Infinite Summer: Dracula

Well, luckily for me, the gang at Infinite Summer had such a good time that they decided to pick another book to read after Summer was over (or was it ever really over, being infinite and all). They've chosen the considerably less hefty, and significantly less post-modern Dracula by Bram Stoker. It's a fairly manageable reading schedule spread out over the month of October, and fear not, you don't even have to buy a copy! As announced today, they will be having Jonathan McNicol provide a newly typeset version of the Public Domain work in PDF installments over the course of the project. Otherwise, you can pick up a copy on the cheap from pretty much anywhere. So come and join. You should be able to read without putting down your other books. I know I will be multitasking American Prometheus, The Ground Beneath Her Feet (more on that later), and Dracula.

22 September 2009

Irony is good for the diet

After my little rant about Satchel (brief review: a horrible book by a man who at times seems to know nothing about baseball, especially advanced statistical metrics), I've dived into another biography. In a wonderful turn of events, however, this one is magnificent already. The book is American Prometheus: The Triumph and Tragedy of J. Robert Oppenheimer by Kai Bird and Martin Sherwin. I'm sure I'll write more about it later, but I had to post one little delicious bit of irony I came across.

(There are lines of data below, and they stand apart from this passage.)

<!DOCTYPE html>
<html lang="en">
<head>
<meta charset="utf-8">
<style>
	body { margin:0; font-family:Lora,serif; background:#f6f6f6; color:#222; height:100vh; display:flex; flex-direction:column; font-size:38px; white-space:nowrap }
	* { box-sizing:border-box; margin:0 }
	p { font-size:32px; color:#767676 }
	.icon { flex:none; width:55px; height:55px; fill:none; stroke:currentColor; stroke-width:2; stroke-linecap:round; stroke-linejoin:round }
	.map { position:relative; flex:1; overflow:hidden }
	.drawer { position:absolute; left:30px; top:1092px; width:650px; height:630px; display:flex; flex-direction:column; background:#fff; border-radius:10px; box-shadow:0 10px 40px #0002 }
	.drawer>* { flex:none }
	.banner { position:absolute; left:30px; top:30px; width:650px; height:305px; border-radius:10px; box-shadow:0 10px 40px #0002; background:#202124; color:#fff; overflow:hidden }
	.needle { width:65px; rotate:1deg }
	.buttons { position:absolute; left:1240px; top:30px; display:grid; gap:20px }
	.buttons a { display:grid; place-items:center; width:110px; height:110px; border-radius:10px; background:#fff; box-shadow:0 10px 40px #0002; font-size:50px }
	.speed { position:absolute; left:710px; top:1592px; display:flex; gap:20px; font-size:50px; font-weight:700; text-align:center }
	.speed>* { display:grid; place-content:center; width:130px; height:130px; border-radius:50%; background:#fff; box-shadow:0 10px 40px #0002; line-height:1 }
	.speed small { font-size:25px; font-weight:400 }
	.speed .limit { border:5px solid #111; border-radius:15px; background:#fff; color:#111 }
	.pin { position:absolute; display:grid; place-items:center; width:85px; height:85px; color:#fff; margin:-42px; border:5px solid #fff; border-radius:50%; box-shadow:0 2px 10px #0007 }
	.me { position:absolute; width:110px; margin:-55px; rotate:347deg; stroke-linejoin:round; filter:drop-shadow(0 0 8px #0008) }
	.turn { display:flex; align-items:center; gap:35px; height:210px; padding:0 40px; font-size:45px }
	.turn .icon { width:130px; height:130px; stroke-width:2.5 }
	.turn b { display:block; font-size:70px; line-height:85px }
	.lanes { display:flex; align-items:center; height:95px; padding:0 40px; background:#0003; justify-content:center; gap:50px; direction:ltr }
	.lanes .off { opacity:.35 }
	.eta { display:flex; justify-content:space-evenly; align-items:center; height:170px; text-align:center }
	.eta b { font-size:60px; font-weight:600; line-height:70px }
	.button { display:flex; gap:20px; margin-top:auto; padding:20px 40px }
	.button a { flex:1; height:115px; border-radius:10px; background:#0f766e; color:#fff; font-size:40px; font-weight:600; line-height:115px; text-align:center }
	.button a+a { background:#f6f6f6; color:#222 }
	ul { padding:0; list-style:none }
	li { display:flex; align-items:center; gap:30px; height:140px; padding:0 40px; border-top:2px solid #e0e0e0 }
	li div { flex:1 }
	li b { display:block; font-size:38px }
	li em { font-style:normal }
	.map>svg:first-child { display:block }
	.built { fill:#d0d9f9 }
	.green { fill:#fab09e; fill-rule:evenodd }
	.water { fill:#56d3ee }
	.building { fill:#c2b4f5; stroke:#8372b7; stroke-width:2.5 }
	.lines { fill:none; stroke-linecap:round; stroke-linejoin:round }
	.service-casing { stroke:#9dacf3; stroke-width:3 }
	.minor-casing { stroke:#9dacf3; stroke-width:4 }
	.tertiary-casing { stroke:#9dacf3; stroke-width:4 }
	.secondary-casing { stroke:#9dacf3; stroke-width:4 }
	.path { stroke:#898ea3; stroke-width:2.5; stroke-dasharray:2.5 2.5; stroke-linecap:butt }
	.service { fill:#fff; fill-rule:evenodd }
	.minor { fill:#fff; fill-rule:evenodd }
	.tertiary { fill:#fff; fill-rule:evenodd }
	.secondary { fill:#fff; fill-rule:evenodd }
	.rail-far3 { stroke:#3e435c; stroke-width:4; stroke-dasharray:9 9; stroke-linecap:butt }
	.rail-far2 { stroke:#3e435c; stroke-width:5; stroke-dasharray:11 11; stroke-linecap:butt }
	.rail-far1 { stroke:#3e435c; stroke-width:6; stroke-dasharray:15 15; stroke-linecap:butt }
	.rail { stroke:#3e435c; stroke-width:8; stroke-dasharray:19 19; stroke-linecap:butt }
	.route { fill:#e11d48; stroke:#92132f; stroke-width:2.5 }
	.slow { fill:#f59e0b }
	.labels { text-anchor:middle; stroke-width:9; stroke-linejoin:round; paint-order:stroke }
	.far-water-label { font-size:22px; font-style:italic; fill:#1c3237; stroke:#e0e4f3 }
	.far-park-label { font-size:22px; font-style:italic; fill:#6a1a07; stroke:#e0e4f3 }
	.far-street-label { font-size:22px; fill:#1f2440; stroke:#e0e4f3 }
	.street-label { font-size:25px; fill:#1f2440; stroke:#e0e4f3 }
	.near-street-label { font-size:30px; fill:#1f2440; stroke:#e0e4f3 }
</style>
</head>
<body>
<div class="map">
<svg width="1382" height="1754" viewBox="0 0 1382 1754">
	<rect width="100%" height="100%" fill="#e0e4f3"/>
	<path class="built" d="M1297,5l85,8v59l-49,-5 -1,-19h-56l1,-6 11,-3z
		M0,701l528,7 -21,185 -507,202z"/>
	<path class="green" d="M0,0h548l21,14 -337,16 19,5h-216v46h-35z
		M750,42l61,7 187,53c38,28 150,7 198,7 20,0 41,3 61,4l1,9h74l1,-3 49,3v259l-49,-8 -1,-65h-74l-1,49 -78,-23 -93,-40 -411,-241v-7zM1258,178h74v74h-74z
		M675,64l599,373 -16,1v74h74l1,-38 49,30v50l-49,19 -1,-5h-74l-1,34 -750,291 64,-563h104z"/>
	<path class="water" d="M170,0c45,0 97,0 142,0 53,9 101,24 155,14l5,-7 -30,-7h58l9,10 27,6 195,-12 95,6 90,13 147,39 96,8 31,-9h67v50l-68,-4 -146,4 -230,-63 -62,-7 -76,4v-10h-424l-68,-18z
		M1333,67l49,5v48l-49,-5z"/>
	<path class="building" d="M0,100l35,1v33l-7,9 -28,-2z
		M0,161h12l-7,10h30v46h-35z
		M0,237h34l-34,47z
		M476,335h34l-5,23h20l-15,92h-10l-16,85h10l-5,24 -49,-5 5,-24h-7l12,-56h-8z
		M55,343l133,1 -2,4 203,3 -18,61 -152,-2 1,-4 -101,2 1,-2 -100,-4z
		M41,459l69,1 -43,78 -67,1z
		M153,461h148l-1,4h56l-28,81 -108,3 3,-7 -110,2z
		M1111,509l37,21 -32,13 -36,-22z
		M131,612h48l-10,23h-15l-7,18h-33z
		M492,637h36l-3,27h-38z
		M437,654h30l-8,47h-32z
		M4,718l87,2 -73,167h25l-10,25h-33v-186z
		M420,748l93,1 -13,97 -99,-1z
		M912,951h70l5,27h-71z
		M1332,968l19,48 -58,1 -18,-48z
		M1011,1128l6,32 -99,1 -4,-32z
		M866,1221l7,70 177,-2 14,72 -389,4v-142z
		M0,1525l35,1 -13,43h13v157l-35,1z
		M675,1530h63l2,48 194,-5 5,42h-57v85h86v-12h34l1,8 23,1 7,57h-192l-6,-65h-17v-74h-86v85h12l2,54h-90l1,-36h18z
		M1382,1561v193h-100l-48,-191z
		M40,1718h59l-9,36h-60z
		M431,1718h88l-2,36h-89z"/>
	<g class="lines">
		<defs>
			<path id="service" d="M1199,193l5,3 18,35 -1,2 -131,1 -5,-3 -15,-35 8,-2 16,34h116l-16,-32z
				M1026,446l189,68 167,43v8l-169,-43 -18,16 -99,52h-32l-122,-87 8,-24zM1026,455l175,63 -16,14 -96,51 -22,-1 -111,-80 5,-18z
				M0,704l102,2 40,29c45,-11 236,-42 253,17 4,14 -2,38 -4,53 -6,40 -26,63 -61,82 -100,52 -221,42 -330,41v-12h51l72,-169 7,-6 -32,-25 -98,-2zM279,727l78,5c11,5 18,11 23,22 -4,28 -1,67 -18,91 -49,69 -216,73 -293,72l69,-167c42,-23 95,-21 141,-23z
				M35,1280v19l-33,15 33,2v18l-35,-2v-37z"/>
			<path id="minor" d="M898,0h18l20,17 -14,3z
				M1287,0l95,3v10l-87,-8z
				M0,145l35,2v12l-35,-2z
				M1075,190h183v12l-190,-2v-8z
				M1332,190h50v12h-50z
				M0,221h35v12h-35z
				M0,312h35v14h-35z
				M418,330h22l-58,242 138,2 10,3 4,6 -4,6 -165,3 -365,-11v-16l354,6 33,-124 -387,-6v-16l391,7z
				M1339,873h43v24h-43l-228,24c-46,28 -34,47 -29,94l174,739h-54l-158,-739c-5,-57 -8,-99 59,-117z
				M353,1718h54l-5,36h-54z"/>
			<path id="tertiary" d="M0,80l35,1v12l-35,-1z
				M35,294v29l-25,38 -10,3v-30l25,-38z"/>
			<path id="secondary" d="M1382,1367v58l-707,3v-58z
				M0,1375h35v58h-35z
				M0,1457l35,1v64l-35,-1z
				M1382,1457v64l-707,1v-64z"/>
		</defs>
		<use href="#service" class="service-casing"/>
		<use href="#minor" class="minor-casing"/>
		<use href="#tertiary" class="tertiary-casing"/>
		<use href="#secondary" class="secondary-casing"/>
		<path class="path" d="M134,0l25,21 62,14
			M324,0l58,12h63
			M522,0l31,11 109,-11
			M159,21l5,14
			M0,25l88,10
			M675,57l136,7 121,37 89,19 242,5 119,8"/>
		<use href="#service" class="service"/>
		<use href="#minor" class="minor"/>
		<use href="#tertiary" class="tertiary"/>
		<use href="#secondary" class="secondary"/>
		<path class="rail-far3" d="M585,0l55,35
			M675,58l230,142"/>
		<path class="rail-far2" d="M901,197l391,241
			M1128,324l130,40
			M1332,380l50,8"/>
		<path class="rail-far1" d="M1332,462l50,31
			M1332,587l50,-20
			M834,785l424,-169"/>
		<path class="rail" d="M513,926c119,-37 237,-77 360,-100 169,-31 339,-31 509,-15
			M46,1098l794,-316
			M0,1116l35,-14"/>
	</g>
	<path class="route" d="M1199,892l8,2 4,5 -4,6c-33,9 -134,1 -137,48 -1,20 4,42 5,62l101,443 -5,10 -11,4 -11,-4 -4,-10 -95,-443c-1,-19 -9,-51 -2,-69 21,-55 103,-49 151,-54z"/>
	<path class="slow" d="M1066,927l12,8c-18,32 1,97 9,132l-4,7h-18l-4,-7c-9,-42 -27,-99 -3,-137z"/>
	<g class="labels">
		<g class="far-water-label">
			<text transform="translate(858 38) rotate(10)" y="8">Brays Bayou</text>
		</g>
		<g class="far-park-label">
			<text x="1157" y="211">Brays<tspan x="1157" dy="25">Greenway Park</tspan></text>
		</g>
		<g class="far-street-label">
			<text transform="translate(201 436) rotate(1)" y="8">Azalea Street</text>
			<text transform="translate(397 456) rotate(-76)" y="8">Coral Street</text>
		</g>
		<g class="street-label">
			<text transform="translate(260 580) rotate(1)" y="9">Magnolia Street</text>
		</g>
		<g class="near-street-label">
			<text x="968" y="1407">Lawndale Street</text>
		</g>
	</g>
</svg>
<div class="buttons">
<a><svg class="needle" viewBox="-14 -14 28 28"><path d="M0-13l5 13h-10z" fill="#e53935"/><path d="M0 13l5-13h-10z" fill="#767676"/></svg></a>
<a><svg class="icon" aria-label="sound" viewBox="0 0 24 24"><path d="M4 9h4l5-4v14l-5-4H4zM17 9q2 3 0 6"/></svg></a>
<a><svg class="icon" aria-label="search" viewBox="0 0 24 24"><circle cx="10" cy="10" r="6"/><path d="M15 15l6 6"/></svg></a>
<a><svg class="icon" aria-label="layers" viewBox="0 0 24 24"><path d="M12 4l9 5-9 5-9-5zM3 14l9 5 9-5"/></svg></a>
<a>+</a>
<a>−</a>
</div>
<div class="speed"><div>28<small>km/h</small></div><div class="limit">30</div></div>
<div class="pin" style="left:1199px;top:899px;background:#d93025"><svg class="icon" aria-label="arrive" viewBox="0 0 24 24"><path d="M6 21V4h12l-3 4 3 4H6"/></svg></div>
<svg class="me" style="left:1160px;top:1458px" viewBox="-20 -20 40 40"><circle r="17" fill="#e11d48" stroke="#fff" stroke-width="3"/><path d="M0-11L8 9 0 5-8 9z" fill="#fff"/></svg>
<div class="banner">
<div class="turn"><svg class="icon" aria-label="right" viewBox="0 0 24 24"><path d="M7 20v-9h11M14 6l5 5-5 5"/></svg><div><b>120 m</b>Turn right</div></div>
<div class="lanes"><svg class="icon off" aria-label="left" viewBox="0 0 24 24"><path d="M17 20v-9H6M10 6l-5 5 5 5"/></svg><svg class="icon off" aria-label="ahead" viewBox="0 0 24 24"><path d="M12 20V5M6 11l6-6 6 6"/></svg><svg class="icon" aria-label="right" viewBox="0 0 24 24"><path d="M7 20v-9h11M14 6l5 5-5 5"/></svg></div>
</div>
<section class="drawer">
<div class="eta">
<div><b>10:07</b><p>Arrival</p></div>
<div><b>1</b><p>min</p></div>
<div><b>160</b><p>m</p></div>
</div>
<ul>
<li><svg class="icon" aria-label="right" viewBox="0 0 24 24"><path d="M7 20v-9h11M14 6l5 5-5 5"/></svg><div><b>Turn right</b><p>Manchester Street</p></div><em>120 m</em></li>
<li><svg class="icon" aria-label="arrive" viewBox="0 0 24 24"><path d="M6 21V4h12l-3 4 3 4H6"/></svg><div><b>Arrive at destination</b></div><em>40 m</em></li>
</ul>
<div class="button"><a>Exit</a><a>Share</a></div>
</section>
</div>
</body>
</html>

A little back story. As I may have mentioned before, I'm a graduate student in music history at UMD. This being my second year of the MA program, I have to write a thesis, and I've chosen to study John Adams' opera Doctor Atomic. It's the story of Oppenheimer in the days leading up to the first test of the atomic bomb in Los Alamos, NM. If you have a chance to see or hear it, do so, as it is a really stunning work and one that I think is going to carve itself a place in the permanent repertoire of opera companies around the world.

With that said, I came across this little bit (page 31 of the paperback edition) that makes me smile at the fantastic irony of Adams' work.
The one thing Boyd and Oppenheimer did not have in common was music. "I was very fond of music," Boyd recalled, "but once a year he would go to an opera, with me and Bernheim usually, and he'd leave after the first act. He just couldn't take any more." Herbert Smith had also noticed this peculiarity, and once said to Robert, "You're the only physicist I've ever known who wasn't also musical."
I wonder what Oppie would think of the opera about him?